> Task directions: For this exercise, transcribe the records below without changing a word.

> Given data:
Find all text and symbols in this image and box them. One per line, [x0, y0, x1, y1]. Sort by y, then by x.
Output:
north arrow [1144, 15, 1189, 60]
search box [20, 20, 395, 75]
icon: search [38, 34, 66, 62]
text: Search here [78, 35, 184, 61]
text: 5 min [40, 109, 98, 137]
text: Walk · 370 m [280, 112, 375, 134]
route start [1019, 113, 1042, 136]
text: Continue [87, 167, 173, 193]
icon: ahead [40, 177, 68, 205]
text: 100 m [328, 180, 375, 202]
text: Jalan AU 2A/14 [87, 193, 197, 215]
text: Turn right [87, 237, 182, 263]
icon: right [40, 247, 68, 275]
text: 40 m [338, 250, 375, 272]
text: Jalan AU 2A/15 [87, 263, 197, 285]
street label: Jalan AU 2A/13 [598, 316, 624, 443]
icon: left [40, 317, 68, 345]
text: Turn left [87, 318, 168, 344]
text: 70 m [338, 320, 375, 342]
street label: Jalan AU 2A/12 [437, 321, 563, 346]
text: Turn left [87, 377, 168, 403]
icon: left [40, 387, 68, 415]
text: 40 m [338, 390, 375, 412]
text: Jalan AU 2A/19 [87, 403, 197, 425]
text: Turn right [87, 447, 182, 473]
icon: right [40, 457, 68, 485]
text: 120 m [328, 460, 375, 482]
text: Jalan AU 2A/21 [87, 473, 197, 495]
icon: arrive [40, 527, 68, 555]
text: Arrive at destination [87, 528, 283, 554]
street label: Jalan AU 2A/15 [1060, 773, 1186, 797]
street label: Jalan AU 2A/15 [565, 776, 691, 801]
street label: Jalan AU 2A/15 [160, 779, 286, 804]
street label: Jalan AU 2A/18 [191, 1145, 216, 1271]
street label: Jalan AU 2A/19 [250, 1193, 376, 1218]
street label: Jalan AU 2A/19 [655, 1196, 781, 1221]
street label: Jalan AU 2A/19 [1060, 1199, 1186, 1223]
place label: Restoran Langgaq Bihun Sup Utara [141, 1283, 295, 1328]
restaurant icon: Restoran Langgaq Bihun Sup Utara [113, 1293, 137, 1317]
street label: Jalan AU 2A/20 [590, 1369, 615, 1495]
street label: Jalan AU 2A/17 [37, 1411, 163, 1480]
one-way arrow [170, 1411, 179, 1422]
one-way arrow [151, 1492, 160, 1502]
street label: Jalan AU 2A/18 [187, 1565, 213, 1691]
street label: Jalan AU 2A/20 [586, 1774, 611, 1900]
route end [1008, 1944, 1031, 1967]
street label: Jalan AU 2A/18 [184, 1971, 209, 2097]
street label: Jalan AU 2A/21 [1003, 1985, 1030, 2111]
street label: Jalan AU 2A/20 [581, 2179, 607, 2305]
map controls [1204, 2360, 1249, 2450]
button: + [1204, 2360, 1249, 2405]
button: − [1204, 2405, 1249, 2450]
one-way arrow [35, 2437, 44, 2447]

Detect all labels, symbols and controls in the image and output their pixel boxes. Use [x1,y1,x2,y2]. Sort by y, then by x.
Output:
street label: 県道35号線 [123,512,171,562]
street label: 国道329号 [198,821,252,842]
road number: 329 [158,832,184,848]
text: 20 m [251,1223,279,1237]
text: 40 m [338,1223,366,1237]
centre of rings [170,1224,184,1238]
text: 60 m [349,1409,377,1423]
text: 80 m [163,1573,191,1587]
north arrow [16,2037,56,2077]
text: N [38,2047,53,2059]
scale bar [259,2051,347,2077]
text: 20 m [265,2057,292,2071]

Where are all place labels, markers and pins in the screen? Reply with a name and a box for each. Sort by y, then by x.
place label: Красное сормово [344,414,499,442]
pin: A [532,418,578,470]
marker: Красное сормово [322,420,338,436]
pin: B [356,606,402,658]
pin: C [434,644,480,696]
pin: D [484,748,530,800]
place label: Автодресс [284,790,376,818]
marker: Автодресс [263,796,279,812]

> Answer section:
Find all text and symbols in this image and box them. One per line, [x0, y0, x1, y1]. Sort by y, then by x.
Output:
north arrow [1144, 15, 1189, 60]
search box [20, 20, 395, 75]
icon: search [38, 34, 66, 62]
text: Search here [78, 35, 184, 61]
text: 5 min [40, 109, 98, 137]
text: Walk · 370 m [280, 112, 375, 134]
route start [1019, 113, 1042, 136]
text: Continue [87, 167, 173, 193]
icon: ahead [40, 177, 68, 205]
text: 100 m [328, 180, 375, 202]
text: Jalan AU 2A/14 [87, 193, 197, 215]
text: Turn right [87, 237, 182, 263]
icon: right [40, 247, 68, 275]
text: 40 m [338, 250, 375, 272]
text: Jalan AU 2A/15 [87, 263, 197, 285]
street label: Jalan AU 2A/13 [598, 316, 624, 443]
icon: left [40, 317, 68, 345]
text: Turn left [87, 318, 168, 344]
text: 70 m [338, 320, 375, 342]
street label: Jalan AU 2A/12 [437, 321, 563, 346]
text: Turn left [87, 377, 168, 403]
icon: left [40, 387, 68, 415]
text: 40 m [338, 390, 375, 412]
text: Jalan AU 2A/19 [87, 403, 197, 425]
text: Turn right [87, 447, 182, 473]
icon: right [40, 457, 68, 485]
text: 120 m [328, 460, 375, 482]
text: Jalan AU 2A/21 [87, 473, 197, 495]
icon: arrive [40, 527, 68, 555]
text: Arrive at destination [87, 528, 283, 554]
street label: Jalan AU 2A/15 [1060, 773, 1186, 797]
street label: Jalan AU 2A/15 [565, 776, 691, 801]
street label: Jalan AU 2A/15 [160, 779, 286, 804]
street label: Jalan AU 2A/18 [191, 1145, 216, 1271]
street label: Jalan AU 2A/19 [250, 1193, 376, 1218]
street label: Jalan AU 2A/19 [655, 1196, 781, 1221]
street label: Jalan AU 2A/19 [1060, 1199, 1186, 1223]
place label: Restoran Langgaq Bihun Sup Utara [141, 1283, 295, 1328]
restaurant icon: Restoran Langgaq Bihun Sup Utara [113, 1293, 137, 1317]
street label: Jalan AU 2A/20 [590, 1369, 615, 1495]
street label: Jalan AU 2A/17 [37, 1411, 163, 1480]
one-way arrow [170, 1411, 179, 1422]
one-way arrow [151, 1492, 160, 1502]
street label: Jalan AU 2A/18 [187, 1565, 213, 1691]
street label: Jalan AU 2A/20 [586, 1774, 611, 1900]
route end [1008, 1944, 1031, 1967]
street label: Jalan AU 2A/18 [184, 1971, 209, 2097]
street label: Jalan AU 2A/21 [1003, 1985, 1030, 2111]
street label: Jalan AU 2A/20 [581, 2179, 607, 2305]
map controls [1204, 2360, 1249, 2450]
button: + [1204, 2360, 1249, 2405]
button: − [1204, 2405, 1249, 2450]
one-way arrow [35, 2437, 44, 2447]

Detect all labels, symbols and controls in the image and output their pixel boxes. Use [x1,y1,x2,y2]. Sort by y, then by x.
Output:
street label: 県道35号線 [123,512,171,562]
street label: 国道329号 [198,821,252,842]
road number: 329 [158,832,184,848]
text: 20 m [251,1223,279,1237]
text: 40 m [338,1223,366,1237]
centre of rings [170,1224,184,1238]
text: 60 m [349,1409,377,1423]
text: 80 m [163,1573,191,1587]
north arrow [16,2037,56,2077]
text: N [38,2047,53,2059]
scale bar [259,2051,347,2077]
text: 20 m [265,2057,292,2071]

Where are all place labels, markers and pins in the screen? Reply with a name and a box for each. Sort by y, then by x.
place label: Красное сормово [344,414,499,442]
pin: A [532,418,578,470]
marker: Красное сормово [322,420,338,436]
pin: B [356,606,402,658]
pin: C [434,644,480,696]
pin: D [484,748,530,800]
place label: Автодресс [284,790,376,818]
marker: Автодресс [263,796,279,812]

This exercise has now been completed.